Pourquoi la gauche a perdu le peuple : l’analyse lucide de Benoît Hamon
Benoît Hamon frappe fort : retraites à 67 ans avec le RN, faillite morale du débat sur l’immigration, démocratie sacrifiée au nom de l’efficacité. ESS, antiracisme, pouvoir : un entretien politique sans détour ni langue de bois.
Dans Le Fauteuil du Média, Benoît Hamon ne vient pas rejouer 2017 : il vient poser une question — qu’est-ce que la gauche fait du réel, quand le réel brûle ? De Brest à Dakar, de l’UNEF aux débats sur les retraites, l’ancien candidat à la présidentielle déroule une trajectoire faite de combats, de doutes et d’un fil rouge : la démocratie, au travail comme dans la cité.
Son premier déclic est intime. « c'est autour de mes 18 ans que je me suis engagé », raconte-t-il, d’abord « sur la question de l'antiracisme », après une enfance au Sénégal et le retour en Bretagne. À l’université, l’engagement se densifie : syndicalisme étudiant, batailles d’idées, mais aussi confrontations avec l’extrême droite. Une époque où « la politique nous remplissait dans d'innombrables aspects de notre vie », jusqu’aux collages nocturnes et aux courses-poursuites.
L’idée d’être candidat à l’Élysée arrive tard : « ça m'est venu en 2016 ». Pas par goût du trône, mais par la conviction d’une « obsolescence des réponses de la gauche aux grandes transitions ». Revenu universel, fiscalité, protection sociale, écologie : Hamon plaide pour un logiciel mis à jour. Quand une bataille culturelle est gagnée, il cite « la taxe Zucman » sur la justice fiscale, elle peut être « perdue politiquement », symptôme d’« une sécession » d’une partie des élites.
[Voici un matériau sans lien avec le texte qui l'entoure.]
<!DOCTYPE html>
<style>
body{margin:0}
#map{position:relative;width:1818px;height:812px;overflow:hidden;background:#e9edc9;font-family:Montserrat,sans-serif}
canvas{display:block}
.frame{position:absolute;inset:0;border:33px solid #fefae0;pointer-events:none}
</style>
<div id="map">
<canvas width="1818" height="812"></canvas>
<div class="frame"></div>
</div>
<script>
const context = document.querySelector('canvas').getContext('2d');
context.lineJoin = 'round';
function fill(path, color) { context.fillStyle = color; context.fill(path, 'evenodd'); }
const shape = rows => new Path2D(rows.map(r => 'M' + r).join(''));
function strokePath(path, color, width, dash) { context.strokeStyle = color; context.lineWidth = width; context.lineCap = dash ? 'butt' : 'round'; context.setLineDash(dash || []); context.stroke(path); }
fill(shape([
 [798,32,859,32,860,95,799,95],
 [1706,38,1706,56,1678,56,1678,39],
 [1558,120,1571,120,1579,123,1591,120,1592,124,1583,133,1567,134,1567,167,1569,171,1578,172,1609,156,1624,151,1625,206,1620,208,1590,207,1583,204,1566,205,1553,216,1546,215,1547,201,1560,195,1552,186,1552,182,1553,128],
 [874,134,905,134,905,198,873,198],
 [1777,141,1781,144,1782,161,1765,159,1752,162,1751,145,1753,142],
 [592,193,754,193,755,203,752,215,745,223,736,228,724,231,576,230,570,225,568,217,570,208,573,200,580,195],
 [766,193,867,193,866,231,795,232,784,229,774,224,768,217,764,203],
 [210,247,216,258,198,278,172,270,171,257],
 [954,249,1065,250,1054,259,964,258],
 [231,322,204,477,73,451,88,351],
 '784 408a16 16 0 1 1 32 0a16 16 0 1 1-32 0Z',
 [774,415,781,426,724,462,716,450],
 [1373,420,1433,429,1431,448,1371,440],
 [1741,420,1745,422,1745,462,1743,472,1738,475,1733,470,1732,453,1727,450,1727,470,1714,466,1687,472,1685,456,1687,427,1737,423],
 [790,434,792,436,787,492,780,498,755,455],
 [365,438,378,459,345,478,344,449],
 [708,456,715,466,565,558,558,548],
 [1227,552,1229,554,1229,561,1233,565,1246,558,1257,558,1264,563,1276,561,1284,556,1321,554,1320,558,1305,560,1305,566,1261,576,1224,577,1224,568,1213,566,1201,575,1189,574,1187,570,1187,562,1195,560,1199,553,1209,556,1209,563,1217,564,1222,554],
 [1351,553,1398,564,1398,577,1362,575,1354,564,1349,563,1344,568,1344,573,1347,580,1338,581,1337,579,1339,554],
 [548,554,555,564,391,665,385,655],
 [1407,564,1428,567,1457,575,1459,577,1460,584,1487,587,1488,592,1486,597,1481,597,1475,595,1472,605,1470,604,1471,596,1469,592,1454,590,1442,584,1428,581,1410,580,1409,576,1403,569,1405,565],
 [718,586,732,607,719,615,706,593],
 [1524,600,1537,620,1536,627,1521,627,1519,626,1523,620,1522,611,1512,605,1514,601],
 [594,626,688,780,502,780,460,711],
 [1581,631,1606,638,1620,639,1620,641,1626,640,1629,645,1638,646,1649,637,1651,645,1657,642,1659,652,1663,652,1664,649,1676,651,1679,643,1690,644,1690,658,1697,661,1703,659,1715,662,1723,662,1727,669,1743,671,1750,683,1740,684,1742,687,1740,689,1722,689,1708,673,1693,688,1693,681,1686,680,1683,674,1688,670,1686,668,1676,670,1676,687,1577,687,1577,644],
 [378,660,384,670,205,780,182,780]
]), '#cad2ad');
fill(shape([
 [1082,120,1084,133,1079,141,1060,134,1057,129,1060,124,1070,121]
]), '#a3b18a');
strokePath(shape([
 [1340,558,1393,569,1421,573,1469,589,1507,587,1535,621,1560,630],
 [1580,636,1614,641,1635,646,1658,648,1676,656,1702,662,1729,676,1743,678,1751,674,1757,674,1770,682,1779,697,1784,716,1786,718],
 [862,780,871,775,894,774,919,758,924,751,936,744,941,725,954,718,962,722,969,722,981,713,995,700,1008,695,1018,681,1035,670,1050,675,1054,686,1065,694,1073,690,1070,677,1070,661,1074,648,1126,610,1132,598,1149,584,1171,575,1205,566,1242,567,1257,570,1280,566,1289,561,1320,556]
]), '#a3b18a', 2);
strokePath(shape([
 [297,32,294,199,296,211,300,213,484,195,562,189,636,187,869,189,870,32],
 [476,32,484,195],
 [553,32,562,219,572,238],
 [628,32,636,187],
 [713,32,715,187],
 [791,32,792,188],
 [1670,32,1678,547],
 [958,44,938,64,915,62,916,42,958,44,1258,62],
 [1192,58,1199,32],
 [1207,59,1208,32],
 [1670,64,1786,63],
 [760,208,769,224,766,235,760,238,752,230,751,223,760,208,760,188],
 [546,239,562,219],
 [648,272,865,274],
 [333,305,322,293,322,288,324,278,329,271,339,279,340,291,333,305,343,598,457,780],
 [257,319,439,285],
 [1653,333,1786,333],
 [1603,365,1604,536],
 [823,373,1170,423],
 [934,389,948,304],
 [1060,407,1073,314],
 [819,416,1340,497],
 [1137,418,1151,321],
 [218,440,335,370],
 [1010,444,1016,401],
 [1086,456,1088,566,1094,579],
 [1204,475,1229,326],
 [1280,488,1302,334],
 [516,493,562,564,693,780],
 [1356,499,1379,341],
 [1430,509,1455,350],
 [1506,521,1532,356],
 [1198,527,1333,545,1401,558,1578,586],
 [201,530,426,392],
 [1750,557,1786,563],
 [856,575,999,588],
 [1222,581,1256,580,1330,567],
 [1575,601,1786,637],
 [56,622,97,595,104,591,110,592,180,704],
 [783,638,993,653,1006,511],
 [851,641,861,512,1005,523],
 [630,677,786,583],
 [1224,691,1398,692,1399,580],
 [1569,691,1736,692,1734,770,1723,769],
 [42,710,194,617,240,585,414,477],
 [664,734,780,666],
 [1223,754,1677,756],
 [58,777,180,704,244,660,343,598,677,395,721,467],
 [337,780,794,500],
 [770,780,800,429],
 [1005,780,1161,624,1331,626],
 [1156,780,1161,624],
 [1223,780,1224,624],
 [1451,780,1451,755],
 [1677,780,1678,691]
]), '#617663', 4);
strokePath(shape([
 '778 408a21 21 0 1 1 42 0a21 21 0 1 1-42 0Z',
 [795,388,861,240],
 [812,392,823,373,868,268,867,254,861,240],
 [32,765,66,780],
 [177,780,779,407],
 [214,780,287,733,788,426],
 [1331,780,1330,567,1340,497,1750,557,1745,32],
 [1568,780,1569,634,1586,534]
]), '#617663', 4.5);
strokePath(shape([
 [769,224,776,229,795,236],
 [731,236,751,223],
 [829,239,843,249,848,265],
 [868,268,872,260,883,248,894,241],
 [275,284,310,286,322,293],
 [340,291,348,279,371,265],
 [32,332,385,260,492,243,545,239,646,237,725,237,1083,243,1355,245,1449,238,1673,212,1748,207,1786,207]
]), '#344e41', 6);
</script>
Sur l’immigration, Hamon assume une critique frontale : « la gauche française qui gouverne a conçu la migration comme un problème politique », puis sécuritaire. Son travail avec Singa et J’accueille sert de démonstration : partir de faits, provoquer la rencontre, construire un récit. Exemple : retourner le programme du RN sur le terrain des retraites. « si on applique le programme du RN (…) le débat sera plus 64 ans, il sera 66-67 ans à très court terme », faute de cotisations des travailleurs étrangers, ou au prix d’une baisse des pensions.
Puis vient l’autre angle mort : l’économie sociale et solidaire. Hamon rappelle ses deux ruptures : l’enrichissement personnel n’est pas le moteur, et le pouvoir n’appartient pas à celui qui met le plus d’argent — « une personne égale une voix ». Il attaque l’aveuglement politique : start-ups glorifiées, ESS sous-financée, alors qu’elle pèse dans l’emploi et la cohésion sociale. Et il tranche : ces coupes budgétaires sont « une offense » aux millions de personnes vivant sous le seuil de pauvreté.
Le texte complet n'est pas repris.